Starburst 性能白皮书三 - Presto Dynamic Filtering

Dynamic filtering optimizations significantly improve the performance of queries with selective joins by avoiding reading of data that would be filtered by join condition. In this respect, dynamic filtering is similar to join pushdown discussed above, however it is the equivalent of inner join pushdown across data sources. As a consequence we derive the performance benefits associated with selective joins when performing federated queries.
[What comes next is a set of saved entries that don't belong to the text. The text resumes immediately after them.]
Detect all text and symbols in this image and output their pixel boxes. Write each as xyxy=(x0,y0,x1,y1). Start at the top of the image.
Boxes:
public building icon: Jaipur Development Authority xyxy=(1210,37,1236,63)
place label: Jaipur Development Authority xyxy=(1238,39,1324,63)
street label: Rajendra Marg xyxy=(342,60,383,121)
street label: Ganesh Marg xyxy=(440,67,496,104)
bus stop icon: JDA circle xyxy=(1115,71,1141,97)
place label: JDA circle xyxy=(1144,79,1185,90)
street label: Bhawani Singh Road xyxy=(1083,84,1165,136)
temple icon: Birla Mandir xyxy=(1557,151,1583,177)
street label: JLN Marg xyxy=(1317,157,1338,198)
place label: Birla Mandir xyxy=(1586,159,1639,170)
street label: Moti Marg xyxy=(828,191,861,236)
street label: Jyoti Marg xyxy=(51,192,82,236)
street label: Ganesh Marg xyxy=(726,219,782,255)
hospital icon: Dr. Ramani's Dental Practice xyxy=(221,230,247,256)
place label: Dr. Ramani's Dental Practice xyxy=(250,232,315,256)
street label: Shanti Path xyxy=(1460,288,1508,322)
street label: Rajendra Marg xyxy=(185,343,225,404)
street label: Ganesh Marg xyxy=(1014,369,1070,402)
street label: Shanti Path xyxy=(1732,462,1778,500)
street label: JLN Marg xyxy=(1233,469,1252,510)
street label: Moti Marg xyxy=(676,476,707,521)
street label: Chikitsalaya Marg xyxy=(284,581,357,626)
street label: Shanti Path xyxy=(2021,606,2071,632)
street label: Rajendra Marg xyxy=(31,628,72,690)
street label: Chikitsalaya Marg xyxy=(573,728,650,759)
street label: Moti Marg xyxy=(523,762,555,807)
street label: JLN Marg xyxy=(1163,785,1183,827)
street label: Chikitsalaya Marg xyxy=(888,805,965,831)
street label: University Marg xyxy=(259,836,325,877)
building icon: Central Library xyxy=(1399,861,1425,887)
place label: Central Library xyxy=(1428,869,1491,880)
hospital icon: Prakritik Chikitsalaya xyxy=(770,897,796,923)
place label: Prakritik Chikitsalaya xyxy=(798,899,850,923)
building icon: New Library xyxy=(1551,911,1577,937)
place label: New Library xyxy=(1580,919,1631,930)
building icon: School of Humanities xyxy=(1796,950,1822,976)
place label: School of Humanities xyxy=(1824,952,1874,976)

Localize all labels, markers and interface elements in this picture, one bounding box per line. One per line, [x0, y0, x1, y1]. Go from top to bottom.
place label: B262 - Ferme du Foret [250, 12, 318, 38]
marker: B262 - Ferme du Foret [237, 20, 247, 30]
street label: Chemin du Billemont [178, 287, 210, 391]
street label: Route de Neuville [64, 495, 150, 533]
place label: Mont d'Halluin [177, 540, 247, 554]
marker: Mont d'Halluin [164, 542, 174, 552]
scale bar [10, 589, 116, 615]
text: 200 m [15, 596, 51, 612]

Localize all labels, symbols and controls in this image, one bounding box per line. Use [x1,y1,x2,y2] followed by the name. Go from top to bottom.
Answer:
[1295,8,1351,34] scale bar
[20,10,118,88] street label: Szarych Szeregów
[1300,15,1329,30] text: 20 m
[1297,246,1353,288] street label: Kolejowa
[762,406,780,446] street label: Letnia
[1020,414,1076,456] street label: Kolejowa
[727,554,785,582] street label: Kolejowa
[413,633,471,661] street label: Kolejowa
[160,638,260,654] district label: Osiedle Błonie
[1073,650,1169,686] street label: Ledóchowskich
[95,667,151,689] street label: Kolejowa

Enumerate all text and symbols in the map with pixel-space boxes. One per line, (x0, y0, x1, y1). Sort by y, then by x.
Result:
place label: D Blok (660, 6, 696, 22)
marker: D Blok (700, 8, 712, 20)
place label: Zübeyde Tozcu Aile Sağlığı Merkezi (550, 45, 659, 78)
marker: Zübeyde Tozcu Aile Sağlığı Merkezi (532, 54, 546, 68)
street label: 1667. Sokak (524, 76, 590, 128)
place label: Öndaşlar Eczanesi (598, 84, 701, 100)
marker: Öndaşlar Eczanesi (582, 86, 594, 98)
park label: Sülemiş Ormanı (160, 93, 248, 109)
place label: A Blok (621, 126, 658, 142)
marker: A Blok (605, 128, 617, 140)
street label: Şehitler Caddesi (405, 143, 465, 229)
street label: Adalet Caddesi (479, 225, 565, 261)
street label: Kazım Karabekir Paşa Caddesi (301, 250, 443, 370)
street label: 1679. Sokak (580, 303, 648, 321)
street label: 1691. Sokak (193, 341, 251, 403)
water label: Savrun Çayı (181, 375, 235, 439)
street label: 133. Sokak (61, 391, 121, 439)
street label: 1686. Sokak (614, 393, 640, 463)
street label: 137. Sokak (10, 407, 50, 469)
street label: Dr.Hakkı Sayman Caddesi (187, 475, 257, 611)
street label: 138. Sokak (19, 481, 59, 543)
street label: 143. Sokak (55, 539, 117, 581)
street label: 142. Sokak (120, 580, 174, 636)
That significantly boosts the performance of query federation use cases.

Consider the following query which captures a common pattern of a fact table store_sales joined with a filtered dimension table date_dim:

     SELECT count(*)
     FROM store_sales JOIN date_dim
          ON store_sales.ss_sold_date_sk = date_dim.d_date_sk
     WHERE d_following_holiday=’Y’ AND d_year = 2000;

Without dynamic filtering, Trino pushes predicates for the dimension table to the table scan on date_ dim, and it scans all the data in the fact table since there are no filters on store_sales in the query. The join operator ends up throwing away most of the probe-side rows as the JOIN criteria is highly selective.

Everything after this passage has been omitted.